Alarmed by the growing traffic, the Japanese health ministry has begun a joint research project with transport authorities in a bid to gain some control on the trade. But the government is likely to find it difficult to stop desperate people who have money from making the short plane hop to China. Says Mr Hokamura: "I was on dialysis for four years and four months. I was tired of aiting." The Chinese government insists it is trying to crack down on the market in illegal organs. According to regulations, even in the case of a donation by a close living relative, both patients and donors must provide legal proof of the relationship by blood or marriage or submit to a DNA test.

But the signs spray-painted on the walls outside clinics and hospitals in many parts of China tell a different story. Simple and direct, these show a mobile phone number and the character for shen, which means "kidney", written alongside. Postings fon numerous online bulletin boards and other internet sites also offer kidneys for sale. The sale of organs for transplants is illegal in China, but the black market is flourishing. And it's not just the small private hospitals and clinics springing up all over the country - even bigger hospitals in the capital Beijing and the business hub of Shanghai have adverts in toilet cubicles and on the walls of wards. "We have to wipe off the notices again and again. They even visit doctors, make numerous calls or write letters again and again," said Professor Ding Qiang, the head of Urology at Huashan hospital, part of Fudan university in Shanghai. "Donations that are subsequently made are surely organ trading, but 'organ donation' for money is strictly banned," said Professor Ding. However, China is a huge country and, as the proverb goes: the mountains are high and the emperor is far away. The legal ban may have an impact on the illegal organ trade in major public hospitals but the private clinics and small hospitals, which are run for profit, are extremely difficult to regulate, leaving room for profitable, illegal organ trading.

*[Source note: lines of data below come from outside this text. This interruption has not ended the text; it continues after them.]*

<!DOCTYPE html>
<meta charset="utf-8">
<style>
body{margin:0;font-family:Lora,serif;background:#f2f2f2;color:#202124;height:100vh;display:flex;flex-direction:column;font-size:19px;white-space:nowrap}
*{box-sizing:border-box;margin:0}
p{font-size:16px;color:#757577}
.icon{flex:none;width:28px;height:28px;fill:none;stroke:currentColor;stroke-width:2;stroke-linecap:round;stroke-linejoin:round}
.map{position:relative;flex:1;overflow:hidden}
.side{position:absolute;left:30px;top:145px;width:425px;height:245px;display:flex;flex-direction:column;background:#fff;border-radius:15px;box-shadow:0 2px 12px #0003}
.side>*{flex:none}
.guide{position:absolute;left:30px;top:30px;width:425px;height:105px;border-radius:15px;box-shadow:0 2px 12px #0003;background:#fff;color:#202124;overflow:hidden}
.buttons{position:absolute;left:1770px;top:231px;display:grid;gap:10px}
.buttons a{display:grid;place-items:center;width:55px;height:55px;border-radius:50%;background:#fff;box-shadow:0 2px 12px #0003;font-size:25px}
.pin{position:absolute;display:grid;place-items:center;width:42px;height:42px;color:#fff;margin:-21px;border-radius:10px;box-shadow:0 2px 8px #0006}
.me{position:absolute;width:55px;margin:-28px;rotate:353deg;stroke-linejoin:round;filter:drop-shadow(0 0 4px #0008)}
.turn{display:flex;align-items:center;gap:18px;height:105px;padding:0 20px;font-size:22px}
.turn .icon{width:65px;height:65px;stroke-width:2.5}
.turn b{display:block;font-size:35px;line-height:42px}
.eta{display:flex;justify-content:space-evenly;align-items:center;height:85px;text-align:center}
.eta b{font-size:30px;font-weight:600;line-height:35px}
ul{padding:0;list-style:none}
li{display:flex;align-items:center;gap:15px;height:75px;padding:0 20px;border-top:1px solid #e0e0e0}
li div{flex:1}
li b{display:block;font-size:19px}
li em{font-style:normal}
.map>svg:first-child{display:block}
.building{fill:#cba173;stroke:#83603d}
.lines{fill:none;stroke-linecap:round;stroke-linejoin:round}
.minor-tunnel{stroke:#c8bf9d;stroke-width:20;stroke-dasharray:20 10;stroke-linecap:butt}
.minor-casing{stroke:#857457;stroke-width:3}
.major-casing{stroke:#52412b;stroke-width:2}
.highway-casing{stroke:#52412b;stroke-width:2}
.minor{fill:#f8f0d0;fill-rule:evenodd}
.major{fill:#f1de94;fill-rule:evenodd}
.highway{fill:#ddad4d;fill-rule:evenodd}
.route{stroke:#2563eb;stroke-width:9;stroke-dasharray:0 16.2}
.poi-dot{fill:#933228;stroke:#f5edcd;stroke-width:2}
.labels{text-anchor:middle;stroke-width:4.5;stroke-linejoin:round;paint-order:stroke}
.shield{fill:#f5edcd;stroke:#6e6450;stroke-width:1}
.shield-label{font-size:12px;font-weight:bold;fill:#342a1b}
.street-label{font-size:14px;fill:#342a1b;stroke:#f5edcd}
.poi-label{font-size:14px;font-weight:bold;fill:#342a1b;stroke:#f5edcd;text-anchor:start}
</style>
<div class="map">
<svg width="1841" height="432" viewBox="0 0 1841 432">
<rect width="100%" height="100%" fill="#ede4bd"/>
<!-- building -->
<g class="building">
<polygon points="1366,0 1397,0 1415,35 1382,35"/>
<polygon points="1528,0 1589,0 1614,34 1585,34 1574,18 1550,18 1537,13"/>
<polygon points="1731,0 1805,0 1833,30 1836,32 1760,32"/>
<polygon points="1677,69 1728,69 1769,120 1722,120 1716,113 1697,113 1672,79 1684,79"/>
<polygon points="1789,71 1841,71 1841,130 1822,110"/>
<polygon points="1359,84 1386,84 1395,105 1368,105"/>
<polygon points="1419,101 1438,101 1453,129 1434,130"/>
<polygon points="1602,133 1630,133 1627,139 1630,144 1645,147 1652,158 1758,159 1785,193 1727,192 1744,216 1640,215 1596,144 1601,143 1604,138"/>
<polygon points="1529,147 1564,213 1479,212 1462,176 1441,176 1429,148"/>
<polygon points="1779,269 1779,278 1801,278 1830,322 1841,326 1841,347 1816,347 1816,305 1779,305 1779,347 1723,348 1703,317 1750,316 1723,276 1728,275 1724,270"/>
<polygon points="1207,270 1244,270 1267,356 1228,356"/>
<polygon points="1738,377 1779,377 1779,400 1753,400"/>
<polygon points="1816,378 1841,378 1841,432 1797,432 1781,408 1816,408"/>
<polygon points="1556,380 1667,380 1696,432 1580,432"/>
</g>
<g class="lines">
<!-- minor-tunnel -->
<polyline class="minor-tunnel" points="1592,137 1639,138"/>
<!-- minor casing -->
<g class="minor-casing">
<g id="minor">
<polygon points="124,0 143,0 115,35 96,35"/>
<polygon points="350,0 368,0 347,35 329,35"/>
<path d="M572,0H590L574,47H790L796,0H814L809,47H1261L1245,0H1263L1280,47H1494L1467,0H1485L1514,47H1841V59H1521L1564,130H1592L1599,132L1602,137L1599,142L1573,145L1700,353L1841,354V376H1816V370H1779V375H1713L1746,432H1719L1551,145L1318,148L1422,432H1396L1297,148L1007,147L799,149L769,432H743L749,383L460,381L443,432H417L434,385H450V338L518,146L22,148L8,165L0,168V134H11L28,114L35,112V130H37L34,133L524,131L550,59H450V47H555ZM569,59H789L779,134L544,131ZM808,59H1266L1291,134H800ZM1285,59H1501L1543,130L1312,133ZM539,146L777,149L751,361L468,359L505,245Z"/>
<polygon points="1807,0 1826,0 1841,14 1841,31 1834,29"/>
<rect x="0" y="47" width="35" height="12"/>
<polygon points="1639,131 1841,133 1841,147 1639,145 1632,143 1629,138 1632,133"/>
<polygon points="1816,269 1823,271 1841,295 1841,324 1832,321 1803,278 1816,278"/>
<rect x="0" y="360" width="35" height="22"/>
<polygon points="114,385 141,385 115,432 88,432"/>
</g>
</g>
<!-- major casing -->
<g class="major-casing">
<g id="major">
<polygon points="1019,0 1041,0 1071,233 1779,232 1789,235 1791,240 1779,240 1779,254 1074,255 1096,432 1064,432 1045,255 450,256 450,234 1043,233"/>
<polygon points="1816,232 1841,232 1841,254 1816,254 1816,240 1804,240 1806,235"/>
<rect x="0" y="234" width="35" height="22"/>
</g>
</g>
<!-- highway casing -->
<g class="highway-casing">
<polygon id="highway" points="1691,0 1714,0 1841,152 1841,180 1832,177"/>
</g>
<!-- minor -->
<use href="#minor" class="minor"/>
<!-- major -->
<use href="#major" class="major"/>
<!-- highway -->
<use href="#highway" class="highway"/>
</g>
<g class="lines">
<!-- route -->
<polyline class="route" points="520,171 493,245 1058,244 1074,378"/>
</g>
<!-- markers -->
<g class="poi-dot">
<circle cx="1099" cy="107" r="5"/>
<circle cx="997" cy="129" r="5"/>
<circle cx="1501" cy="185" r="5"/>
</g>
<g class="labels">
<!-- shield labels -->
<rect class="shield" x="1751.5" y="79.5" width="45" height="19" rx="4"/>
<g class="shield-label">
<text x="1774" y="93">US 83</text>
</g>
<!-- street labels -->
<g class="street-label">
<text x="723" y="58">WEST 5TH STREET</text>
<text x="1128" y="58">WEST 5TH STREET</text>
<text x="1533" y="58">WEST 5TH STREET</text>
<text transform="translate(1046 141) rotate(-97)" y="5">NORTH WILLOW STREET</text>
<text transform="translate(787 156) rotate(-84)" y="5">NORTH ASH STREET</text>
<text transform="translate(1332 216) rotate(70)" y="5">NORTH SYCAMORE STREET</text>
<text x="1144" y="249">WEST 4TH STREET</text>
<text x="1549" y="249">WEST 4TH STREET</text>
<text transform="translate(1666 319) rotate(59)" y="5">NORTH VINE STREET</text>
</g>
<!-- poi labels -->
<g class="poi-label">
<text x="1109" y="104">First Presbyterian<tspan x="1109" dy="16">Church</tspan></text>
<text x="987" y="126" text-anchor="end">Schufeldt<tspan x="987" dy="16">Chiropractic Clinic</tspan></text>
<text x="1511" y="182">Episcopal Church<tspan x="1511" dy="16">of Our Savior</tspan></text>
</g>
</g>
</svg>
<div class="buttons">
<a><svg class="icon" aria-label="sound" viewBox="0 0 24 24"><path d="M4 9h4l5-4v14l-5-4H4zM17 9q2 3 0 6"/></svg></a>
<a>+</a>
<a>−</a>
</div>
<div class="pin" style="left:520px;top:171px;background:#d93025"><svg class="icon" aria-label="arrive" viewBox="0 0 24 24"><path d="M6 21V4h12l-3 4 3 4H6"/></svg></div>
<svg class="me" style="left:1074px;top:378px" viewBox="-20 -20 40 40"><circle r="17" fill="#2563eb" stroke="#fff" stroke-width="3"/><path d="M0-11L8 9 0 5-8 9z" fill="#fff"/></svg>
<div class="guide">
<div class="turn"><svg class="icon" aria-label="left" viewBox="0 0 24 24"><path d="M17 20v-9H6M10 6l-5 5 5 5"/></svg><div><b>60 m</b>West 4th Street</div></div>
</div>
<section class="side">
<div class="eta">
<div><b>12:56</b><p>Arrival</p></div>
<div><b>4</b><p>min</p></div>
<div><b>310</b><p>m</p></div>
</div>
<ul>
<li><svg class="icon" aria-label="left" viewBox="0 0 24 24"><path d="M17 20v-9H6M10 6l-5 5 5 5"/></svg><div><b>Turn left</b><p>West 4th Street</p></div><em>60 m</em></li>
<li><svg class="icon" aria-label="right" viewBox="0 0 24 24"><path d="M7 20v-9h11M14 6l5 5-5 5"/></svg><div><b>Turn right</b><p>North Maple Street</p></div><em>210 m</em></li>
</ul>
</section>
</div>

Generally, there is a lack of awareness in China about transplants. As in Japan, a cultural taboo, strongly related to Buddhist beliefs, has traditionally been associated with donating organs. The procedure is seen to make the body imperfect and, in some ways, it means the donor is being unfilial, even if the donation is to a family member.
Quote:
AOL News
19/04/06

China 'Harvesting Prisoners' Organs'

Organs are being removed from executed prisoners without consent, it is claimed.

British transplant surgeons have accused China of harvesting the organs of thousands of executed prisoners a year to sell for transplants.

In a statement, the British Transplantation Society will condemn the practice as unacceptable and a breach of human rights, the BBC reports. Chinese officials denied the practice earlier this week.

The British Transplantation Society said increasing evidence suggested that the organs of thousands of executed prisoners in China were being removed for transplants without consent.

Professor Stephen Wigmore, who chairs the society's ethics committee, told the BBC's Radio 5 Live that the speed of matching donors and patients implied prisoners were being selected before execution.

He said: "The weight of evidence has accumulated to a point over the last few months where it's really incontrovertible in our opinion.

"We feel that it's the right time to take a stance against this practice.''

Prof Wigmore said he and his colleagues all knew of patients who had researched the possibility of going to China for transplants.

Last week a Chinese health official said organs from executed prisoners were used, but only with prior permission and in very few cases.

Chinese authorities recently announced steps to tighten regulations surrounding transplants. From July, selling organs will be illegal and all donors must give written permission.